Sixth, Camp’s claim that cultural reform efforts hinder the gospel because they leave unredeemed people feeling “safe” (falsely) in “superficial Christian morality” is silly theology. What are we to conclude—that God’s sovereign ability to save His elect goes down when cultural morality goes up? That’s counterintuitive and hardly consistent with Camp’s own reformed theology. Is God in charge of salvation or not? As my friend Tina Thompson points out, how does a person thinking that he’s moral and good (like Saul of Tarsus once did) limit God’s hand to save him? Don’t most sinners think they’re okay? And if an increase in cultural morality means fewer souls make it to heaven, shouldn’t Christians pray for evil to abound that more may be saved?
Nonetheless, Camp is not the only one to blame pro-life Christians for the potential loss of souls. Consider this email from a hyper Calvinist, indicative of many inquiries of this sort: “Scott, you must know that getting a bunch of people to realize that abortion is wrong may well coerce them into living a more moral life, but without Christ, it will only serve to make them more self-righteous. It may remove a lot of the negative symptoms which they’d otherwise suffer, but it may also deaden their sense that they have sins which require forgiveness.”
Yes, and I could argue with equal validity that doctors who cure people of cancer are only treating a symptom and, in reality, are making unsaved patients feel more secure (falsely) about their eternal states. Moreover, I suppose evangelical leaders in the Sudan are wrong to partner with Catholics and Jews reforming a militant Islamic culture (one bent on killing their wives and children) because their “co-belligerence” only creates “a superficial morality,” one that leaves unregenerate men dead in their sins.

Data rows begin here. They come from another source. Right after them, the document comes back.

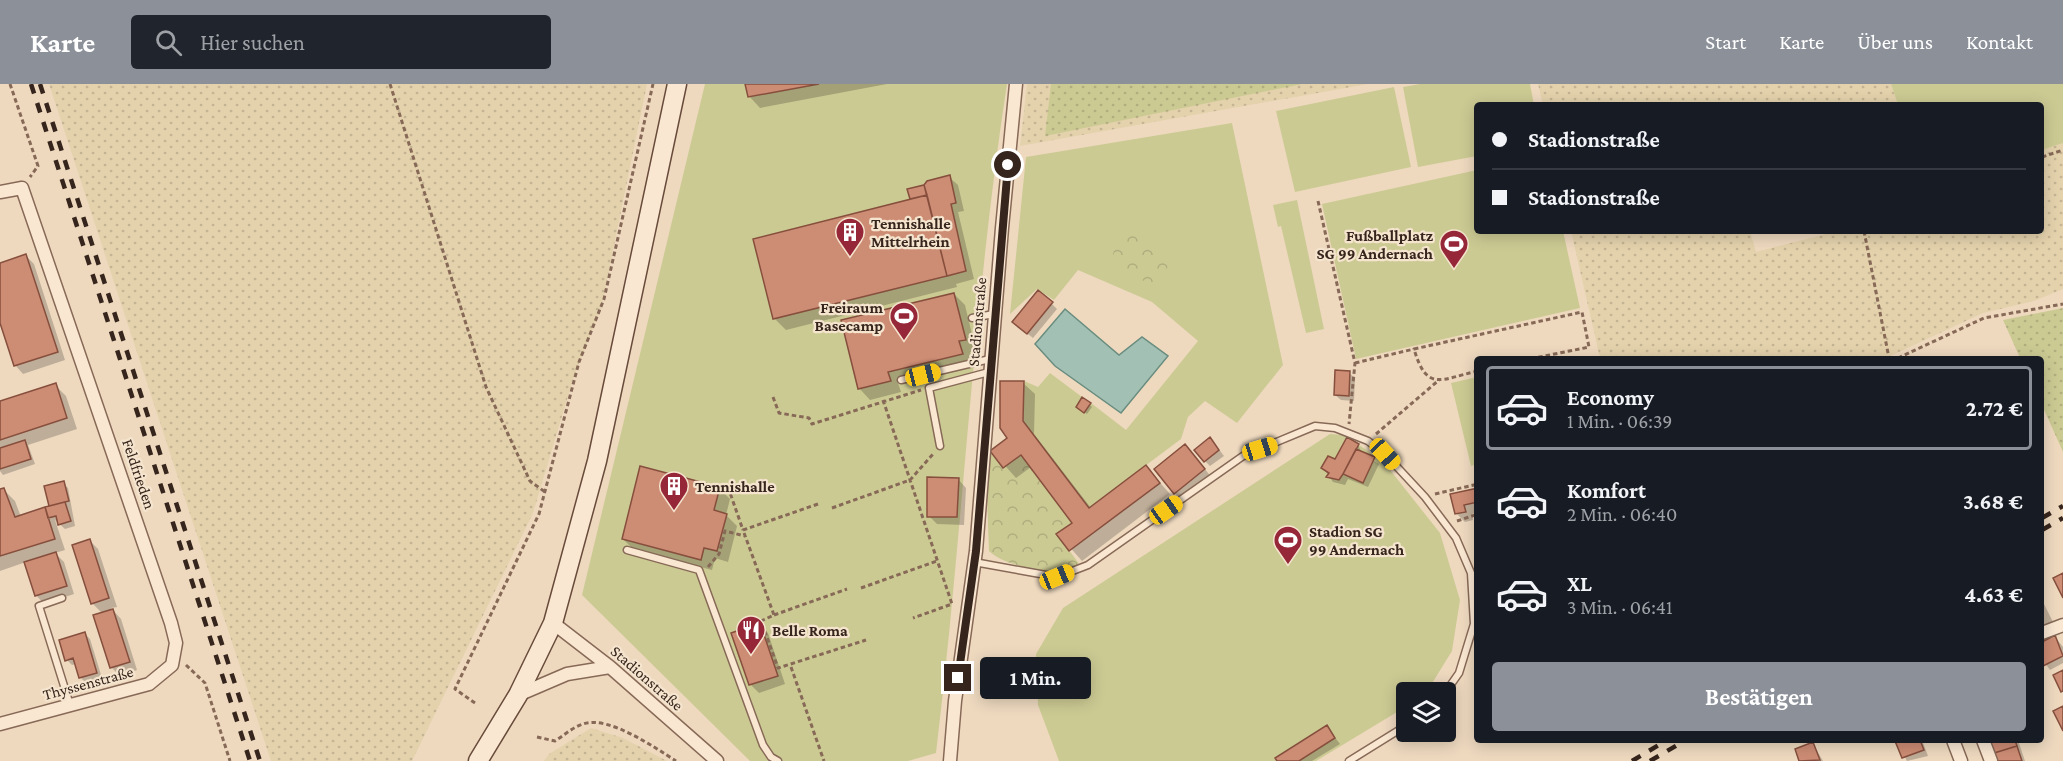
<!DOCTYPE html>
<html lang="de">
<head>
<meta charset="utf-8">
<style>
  :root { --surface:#171b24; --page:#20242c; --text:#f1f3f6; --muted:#9ea1a6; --line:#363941; --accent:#8c9099 }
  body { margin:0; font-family:"Crimson Pro",serif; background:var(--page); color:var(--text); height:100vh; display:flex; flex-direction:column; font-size:22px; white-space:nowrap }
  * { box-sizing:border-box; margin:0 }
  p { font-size:20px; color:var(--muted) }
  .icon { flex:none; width:33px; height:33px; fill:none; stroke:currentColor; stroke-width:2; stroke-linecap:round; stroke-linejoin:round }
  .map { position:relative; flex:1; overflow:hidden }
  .panel { position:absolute; left:1474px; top:272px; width:570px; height:387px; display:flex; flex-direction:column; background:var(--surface); border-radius:6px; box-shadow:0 3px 15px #0003 }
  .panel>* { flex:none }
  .top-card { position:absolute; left:1474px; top:18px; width:570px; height:132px; border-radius:6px; box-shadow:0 3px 15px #0003; display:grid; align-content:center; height:132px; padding:0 18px; background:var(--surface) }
  .fabs { position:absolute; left:1396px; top:598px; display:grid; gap:12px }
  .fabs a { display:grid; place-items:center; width:60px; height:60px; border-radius:6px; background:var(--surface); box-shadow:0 3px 15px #0003; font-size:30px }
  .end { position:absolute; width:27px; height:27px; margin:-14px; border:8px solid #36251c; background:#fff; box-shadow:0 0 0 3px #fff }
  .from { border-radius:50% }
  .bubble { position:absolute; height:42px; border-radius:6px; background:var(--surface); box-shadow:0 3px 15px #0003; font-size:20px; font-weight:700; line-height:42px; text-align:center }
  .car { position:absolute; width:18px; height:36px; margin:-18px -9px; border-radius:8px; box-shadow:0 0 4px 2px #0007; background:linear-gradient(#f5c518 24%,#345 0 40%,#f5c518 0 76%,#345 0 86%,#f5c518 0) }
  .top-card b { display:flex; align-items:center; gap:21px; height:57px; font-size:22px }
  .top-card b+b { border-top:2px solid var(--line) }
  .top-card i { width:15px; height:15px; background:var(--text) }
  ul { padding:10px 0 0; list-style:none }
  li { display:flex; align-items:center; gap:18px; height:84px; margin:0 12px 9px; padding:0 6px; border:3px solid transparent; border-radius:6px }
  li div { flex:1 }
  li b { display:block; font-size:22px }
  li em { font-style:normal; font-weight:700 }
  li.current { border-color:var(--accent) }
  li>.icon { width:54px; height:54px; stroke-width:1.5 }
  .primary-button { display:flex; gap:12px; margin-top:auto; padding:12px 18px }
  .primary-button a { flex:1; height:69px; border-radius:6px; background:var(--accent); color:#fff; font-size:24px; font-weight:700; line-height:69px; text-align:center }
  header { display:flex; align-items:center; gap:36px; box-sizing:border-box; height:84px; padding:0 30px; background:var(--accent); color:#fff }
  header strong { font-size:28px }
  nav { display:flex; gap:33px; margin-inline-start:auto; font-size:21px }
  .search { width:420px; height:54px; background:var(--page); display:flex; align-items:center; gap:15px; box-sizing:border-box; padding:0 21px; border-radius:6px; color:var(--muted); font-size:22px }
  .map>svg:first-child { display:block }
</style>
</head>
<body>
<header>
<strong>Karte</strong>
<div class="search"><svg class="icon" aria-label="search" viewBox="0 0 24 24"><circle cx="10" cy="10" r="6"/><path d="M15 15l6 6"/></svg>Hier suchen</div>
<nav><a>Start</a><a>Karte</a><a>Über uns</a><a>Kontakt</a></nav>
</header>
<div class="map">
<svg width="2063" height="677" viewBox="0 0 2063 677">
  <defs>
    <pattern id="farmland-dots" width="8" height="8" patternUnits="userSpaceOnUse" patternTransform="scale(1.5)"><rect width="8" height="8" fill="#e4d2ac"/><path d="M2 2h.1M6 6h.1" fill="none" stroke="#c4b493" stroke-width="1.8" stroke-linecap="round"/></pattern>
    <pattern id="park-crowns" width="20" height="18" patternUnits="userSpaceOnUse" patternTransform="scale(1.5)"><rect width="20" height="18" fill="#ccca93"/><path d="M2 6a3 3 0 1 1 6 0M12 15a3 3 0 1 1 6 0" fill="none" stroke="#b0ad7e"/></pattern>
    <pattern id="garden-dots" width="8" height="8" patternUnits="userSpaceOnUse" patternTransform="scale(1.5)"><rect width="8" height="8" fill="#ccca93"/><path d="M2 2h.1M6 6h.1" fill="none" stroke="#b0ad7e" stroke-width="1.8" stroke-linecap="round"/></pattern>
  </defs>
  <rect width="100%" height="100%" fill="#eed9bf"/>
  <path fill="url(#farmland-dots)" d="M49,0h598l-46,225 -27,67 -41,137 -121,248h-141z
    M1027,0h341l-348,62z
    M1538,0h353l7,21h-355z
    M2063,59v146l-29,12 -51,12 -97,45h-286l-29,-127h179l6,21 81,-21h205v-81z
    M591,644l32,10 44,23h-123l5,-7z"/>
  <path fill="#ccca93" d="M705,0h302c-34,221 -44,446 -71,669l-28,8h-158l-168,-166z
    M1420,0h110l4,21h-56l-1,51 -59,11 -15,-80z
    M1891,0h172v59l-21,7v-45h-144z
    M1394,3l17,80 -116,25 -19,-81z
    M1232,39l51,242 -46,58 -32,-22 -17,16 -7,22 -92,69 -66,-87 1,-40 14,6 12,-14 32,24 -6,10 8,6 7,-10 35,27 72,-89 -46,-39 -74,-32 -24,30 -17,-11 -27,25 16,-157z
    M1477,86l1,61h85l17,77 -224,51 -34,-155z
    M1297,116l27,129 -18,4 -25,-107 -3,1 -5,-22z
    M1477,293v87l-6,2 -20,-83z
    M1330,350l14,1 39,26 57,72 20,67 -8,51 -26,42h-19v13l-91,55h-257l-21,-56 -2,-51 27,-46z"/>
  <path fill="url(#park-crowns)" d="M1130,152c21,0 29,5 40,22l-4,15 -11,12 -43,-16 2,-23z
    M990,367l13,17 18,-13 51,68 -15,11 23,31c-8,2 -16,5 -23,6 -17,2 -57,-8 -68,-20l-2,-55z"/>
  <path fill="url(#garden-dots)" d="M1051,0h251l-257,52z
    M2063,224v144l-21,-47v-47h-22l-17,-38z"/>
  <path fill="#a2c0b3" stroke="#698d7f" stroke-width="1.5" d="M1065,225l54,46 23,-18 26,19 -47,57 -66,-47 -20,-22z"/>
  <path fill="#0003" d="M747,0h140l-127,24 -11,-12z
    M949,93l9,8 6,26 -6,1 16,67 -18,5 1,3 -171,43 -11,-11 -21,-79 159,-40 -1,-2z
    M26,172l8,8 31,96 -42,14 -8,-9 -15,-47v-54z
    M954,210l11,11 11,46 -6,1 3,13 -75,18 3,9 -31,8 -11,-12z
    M1052,220l5,5 -24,29 -14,-11z
    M1349,289l6,5 -1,23 -13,-1 -6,-5z
    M1023,299l12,11 -1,40 57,74 55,-41 24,27 -88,67 -23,-26 15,-12 -43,-56 -15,11 -24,-27 17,-13z
    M55,301l11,11 11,33 -49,16 7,19 -32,11 -3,-4v-68z
    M1083,315l9,8 -5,7 -7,-5z
    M1215,360l9,12 -14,10 -5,-5z
    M1358,361l4,8 17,11 -11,23 -20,-8 -3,6 -12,-3 -10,-14z
    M1193,370l19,24 -29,23 -8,-8z
    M958,395l8,9 -2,37 -27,-1 -8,-8z
    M63,399l5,5 7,38 -10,3 -10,-9 10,30 -10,3 9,9 10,32 -30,10 -8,-9 -10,-33 -26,9v-80l4,-1 11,11 6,16 29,-10 -5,-20z
    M719,404l11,11 -4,16 11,11 -9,36 -13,-4 -3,12 -78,-20 -11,-11z
    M1478,406v22l-6,2 1,6 -8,2 -9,-9z
    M90,457l8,8 19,58 -6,1 10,11 16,51 -17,6 -9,-9 -9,-54 -10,-10z
    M2042,516l12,24 -12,6z
    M760,541l8,8 17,51 -26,9 -8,-8 -18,-51z
    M85,550l5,5 12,39 -16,5 -6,-6 -4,-13 -4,1 -5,-5z
    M2055,553l8,10v16l-13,7 -8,-11v-15z
    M1327,643l13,17 -28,17h-33z
    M1904,656h18l6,16 -21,5 -10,-19z
    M1991,656h27l7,21h-27z
    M1813,660l10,17h-23l-4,-11z"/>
  <path fill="#cd8c74" stroke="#864f3d" stroke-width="1.5" d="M745,0h74l-71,13z
    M950,91l6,28 -5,1 15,67 -19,5 -23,-91 3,-4z
    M924,101l3,10 -17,4 -3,-10z
    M927,111l20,81 -174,43 -20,-80z
    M26,170l32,98 -44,14 -14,-43v-60z
    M1038,206l15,12 -26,32 -15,-12z
    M954,209l12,47 -7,1 4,13 -75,18 3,9 -33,8 -17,-69z
    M1335,286l15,1 -1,25 -15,-1z
    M1000,297h24l-1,40 66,87 57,-43 14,18 -91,68 -13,-17 16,-11 -51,-68 -18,13 -13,-17 17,-13 -7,-10z
    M56,299l11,35 -67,22v-39z
    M1082,313l9,6 -7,10 -8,-6z
    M1210,353l9,13 -15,12 -10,-12z
    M1347,353l12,7 -16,30 -4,6 -13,-3 3,-4 -8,-5 7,-12 7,3z
    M25,356l6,19 -31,10v-21z
    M1185,360l20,25 -31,25 -20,-25z
    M1356,365l19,8 -12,26 -20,-9z
    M640,382l80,21 -6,23 13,4 -10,37 -13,-3 -3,12 -79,-21z
    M927,393l32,1 -2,39h-30z
    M64,397l5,20 -20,5 -5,-20z
    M4,404l11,29 30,-10 10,32 -55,17v-67z
    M1478,404v14l-14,3 2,7 -11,2 -5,-20z
    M65,418l6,19 -13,4 -2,-9 -8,2 -3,-11z
    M90,455l19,59 -18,6 -19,-59z
    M56,468l11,34 -32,10 -11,-34z
    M2063,489v25l-10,-20z
    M113,525l17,53 -20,6 -17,-53z
    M760,539l18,53 -29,9 -18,-52z
    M85,548l12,41 -18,5 -6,-20 -8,3 -6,-21z
    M2055,551l8,21 -20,10 -1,-24z
    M2063,586v21l-2,1 -8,-17z
    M2063,622v25l-10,-20z
    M1327,641l8,13 -36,23h-22l-2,-3z
    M1900,656h20l4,10 -22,8 -7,-17z
    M1989,656h26l2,6 -23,7z
    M1813,658l7,18 -21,1 -4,-12z
    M2017,662l5,15h-26l-2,-8z"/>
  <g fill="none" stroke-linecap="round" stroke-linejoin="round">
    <g stroke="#876957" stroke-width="9">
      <path id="lane" d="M972,234l22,-4
        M901,296l89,-21
        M940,362l-11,-58 60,-16
        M627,466l72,20 64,175 8,12 7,4
        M974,478l83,15 31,-12 155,-109 72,-30 20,2 33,13 17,13 40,43 31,41 15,35 3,51 -15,49 -14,20
        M62,514l-23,8 31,99
        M1349,677l58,-36"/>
    </g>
    <g stroke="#876957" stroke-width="15">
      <path id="street" d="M0,108l22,-4 149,435 5,20 -4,22 -23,19 -149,40
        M553,539l57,44 107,94
        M2042,549l21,-8
        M518,611l49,-21 43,-7
        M1953,656l8,21
        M1983,656l8,21
        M950,677l5,-60 21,-150 26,-323 14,-144"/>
    </g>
    <g stroke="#684b3b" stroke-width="21">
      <path id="secondary" d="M478,677l40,-66 35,-72 44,-162 80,-377"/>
    </g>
    <path stroke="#876957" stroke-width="3" stroke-dasharray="4.5 3" stroke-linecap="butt" d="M10,0l28,82 -8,11
      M390,0l96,303 44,94 15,11
      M2042,73l21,-7
      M1318,117l37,162 -6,61
      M1864,147l25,127
      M1898,274l86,-40 79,-14
      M1355,279l59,-14
      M1478,287c-37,8 -51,22 -64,-22l168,-37 7,35 -54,11
      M773,313l6,16 30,5 3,6 109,-34
      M883,316l69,204 -39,14
      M1376,350l63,-54
      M728,403l15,43
      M1435,410l43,-10
      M818,420l-75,26 31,85 -13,6 17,47 88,-28
      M832,424l78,-28 24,-27
      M1457,437l21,-7
      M708,483l11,-13 6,-23 20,5
      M861,504l76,-27
      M774,531l73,-26
      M186,581l19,18 25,78
      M791,583l33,94
      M475,619l-20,-14 84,-175 40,-152 25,-63 49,-215
      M537,653l18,4c8,-5 18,-14 28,-17 25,-9 71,23 93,37"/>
    <use href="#lane" stroke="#f9e7d2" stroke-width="6"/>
    <use href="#street" stroke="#f9e7d2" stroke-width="12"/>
    <use href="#secondary" stroke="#f9e7d2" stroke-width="18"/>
    <path stroke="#36251c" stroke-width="4.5" stroke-dasharray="10 10" stroke-linecap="butt" d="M31,0l219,677
      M40,0l220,677
      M2042,434l21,-12
      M2042,446l21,-12
      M1632,677l35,-21
      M1650,677l36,-21"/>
  </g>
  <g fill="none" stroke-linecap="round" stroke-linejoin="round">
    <path stroke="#36251c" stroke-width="8" d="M958,594l18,-127 32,-386"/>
  </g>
  <defs>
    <g id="building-pin" transform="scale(1.5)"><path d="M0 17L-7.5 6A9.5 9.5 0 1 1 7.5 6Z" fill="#962738" stroke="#f5e4ce"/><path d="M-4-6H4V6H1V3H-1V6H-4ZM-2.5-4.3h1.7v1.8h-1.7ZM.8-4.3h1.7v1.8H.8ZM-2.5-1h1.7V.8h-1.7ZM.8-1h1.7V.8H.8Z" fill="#fff"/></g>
    <g id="stadium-pin" transform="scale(1.5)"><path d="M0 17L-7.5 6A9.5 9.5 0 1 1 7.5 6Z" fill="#962738" stroke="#f5e4ce"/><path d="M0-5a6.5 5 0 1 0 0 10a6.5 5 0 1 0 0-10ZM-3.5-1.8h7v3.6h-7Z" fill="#fff"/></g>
    <g id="restaurant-pin" transform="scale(1.5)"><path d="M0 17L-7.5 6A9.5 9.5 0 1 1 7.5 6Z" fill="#962738" stroke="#f5e4ce"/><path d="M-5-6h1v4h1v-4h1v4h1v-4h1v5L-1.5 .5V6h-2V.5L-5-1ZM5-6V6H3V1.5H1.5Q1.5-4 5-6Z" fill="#fff"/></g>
  </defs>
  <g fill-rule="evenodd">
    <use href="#building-pin" x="850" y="148"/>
    <use href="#stadium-pin" x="1454" y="160"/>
    <use href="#stadium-pin" x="904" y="232"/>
    <use href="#building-pin" x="674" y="402"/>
    <use href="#stadium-pin" x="1288" y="456"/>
    <use href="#restaurant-pin" x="751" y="546"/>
  </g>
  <g text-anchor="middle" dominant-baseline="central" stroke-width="4.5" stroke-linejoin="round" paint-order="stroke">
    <g font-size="16" font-weight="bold" fill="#36251c" stroke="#f5e4ce" text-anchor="start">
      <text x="871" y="139">Tennishalle<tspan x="871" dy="18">Mittelrhein</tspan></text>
      <text x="1433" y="151" text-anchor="end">Fußballplatz<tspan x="1433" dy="18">SG 99 Andernach</tspan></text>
      <text x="883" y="223" text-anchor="end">Freiraum<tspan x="883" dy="18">Basecamp</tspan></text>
      <text x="695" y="402">Tennishalle</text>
      <text x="1309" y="447">Stadion SG<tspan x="1309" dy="18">99 Andernach</tspan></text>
      <text x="772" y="546">Belle Roma</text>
    </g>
    <g font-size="16" fill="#36251c" stroke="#f5e4ce">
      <text transform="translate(977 238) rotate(-85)">Stadionstraße</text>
      <text transform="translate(139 390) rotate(71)">Feldfrieden</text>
      <text transform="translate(647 594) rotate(41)">Stadionstraße</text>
      <text transform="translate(88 599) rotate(-15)">Thyssenstraße</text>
    </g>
  </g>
</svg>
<div class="fabs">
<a><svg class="icon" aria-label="layers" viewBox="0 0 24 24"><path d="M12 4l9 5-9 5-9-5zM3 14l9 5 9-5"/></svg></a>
</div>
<i class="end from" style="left:1008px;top:81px"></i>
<i class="end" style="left:958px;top:594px"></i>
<div class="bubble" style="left:980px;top:573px;width:111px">1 Min.</div>
<i class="car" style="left:923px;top:291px;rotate:76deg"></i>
<i class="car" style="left:1260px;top:365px;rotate:73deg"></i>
<i class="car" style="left:1385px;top:370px;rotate:137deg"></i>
<i class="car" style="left:1166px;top:426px;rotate:55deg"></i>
<i class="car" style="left:1057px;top:493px;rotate:68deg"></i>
<div class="top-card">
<b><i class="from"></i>Stadionstraße</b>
<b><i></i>Stadionstraße</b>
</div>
<section class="panel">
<ul>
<li class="current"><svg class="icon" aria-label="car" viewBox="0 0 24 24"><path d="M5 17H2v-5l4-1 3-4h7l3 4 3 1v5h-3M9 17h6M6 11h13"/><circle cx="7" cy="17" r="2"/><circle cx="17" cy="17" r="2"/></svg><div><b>Economy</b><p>1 Min. · 06:39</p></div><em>2.72 €</em></li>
<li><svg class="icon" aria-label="car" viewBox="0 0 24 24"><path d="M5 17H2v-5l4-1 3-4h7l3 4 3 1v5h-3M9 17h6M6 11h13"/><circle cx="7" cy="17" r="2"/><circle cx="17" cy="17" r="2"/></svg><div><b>Komfort</b><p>2 Min. · 06:40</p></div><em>3.68 €</em></li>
<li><svg class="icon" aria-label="car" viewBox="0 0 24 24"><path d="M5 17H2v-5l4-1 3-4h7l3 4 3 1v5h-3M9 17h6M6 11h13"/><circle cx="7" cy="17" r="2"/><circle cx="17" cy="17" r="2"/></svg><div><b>XL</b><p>3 Min. · 06:41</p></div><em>4.63 €</em></li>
</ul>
<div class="primary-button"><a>Bestätigen</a></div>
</section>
</div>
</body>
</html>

Seventh, why shouldn’t evangelicals work with Catholics on abortion? Greg Cunningham writes that many Christians are inconsistent on this point. For example, if Steve Camp had a two-year old daughter that stumbled into a swimming pool and needed medical attention, he would gladly work with Catholic paramedics to save her life. And if she needed corrective surgery, it wouldn’t matter for a moment if the surgeon were a Catholic operating out of a Catholic hospital. However, if Camp will work with Catholics to save his own child, what’s wrong with working with them to save somebody else’s (unborn) child? Put simply, if Evangelicals will work with Catholics to sell insurance or build churches, why not work with them to save babies? As Cunningham points out, “the Good Samaritan did not preach salvation to the beating victim; he risked his own life to save a fellow traveler. Jesus used this example to illustrate our duty to love our neighbor. It is cold comfort to a dead baby that we allowed him to die to avoid working with Catholics.”

Finally, I would like Camp to substantiate his claim that Evangelicals are spending too much time on cultural reform. Oh really? How does he know this? Take the pro-life issue, for example. I wonder if Camp can show me just 10 churches in the United States with 1,000 members or more that systematically train their people to persuasively defend a Biblical worldview on abortion and embryonic stem cell research in a secular culture. In fact, I’ll be thrilled if he can name five. If he can’t, perhaps we need to spend more time on culture, not less.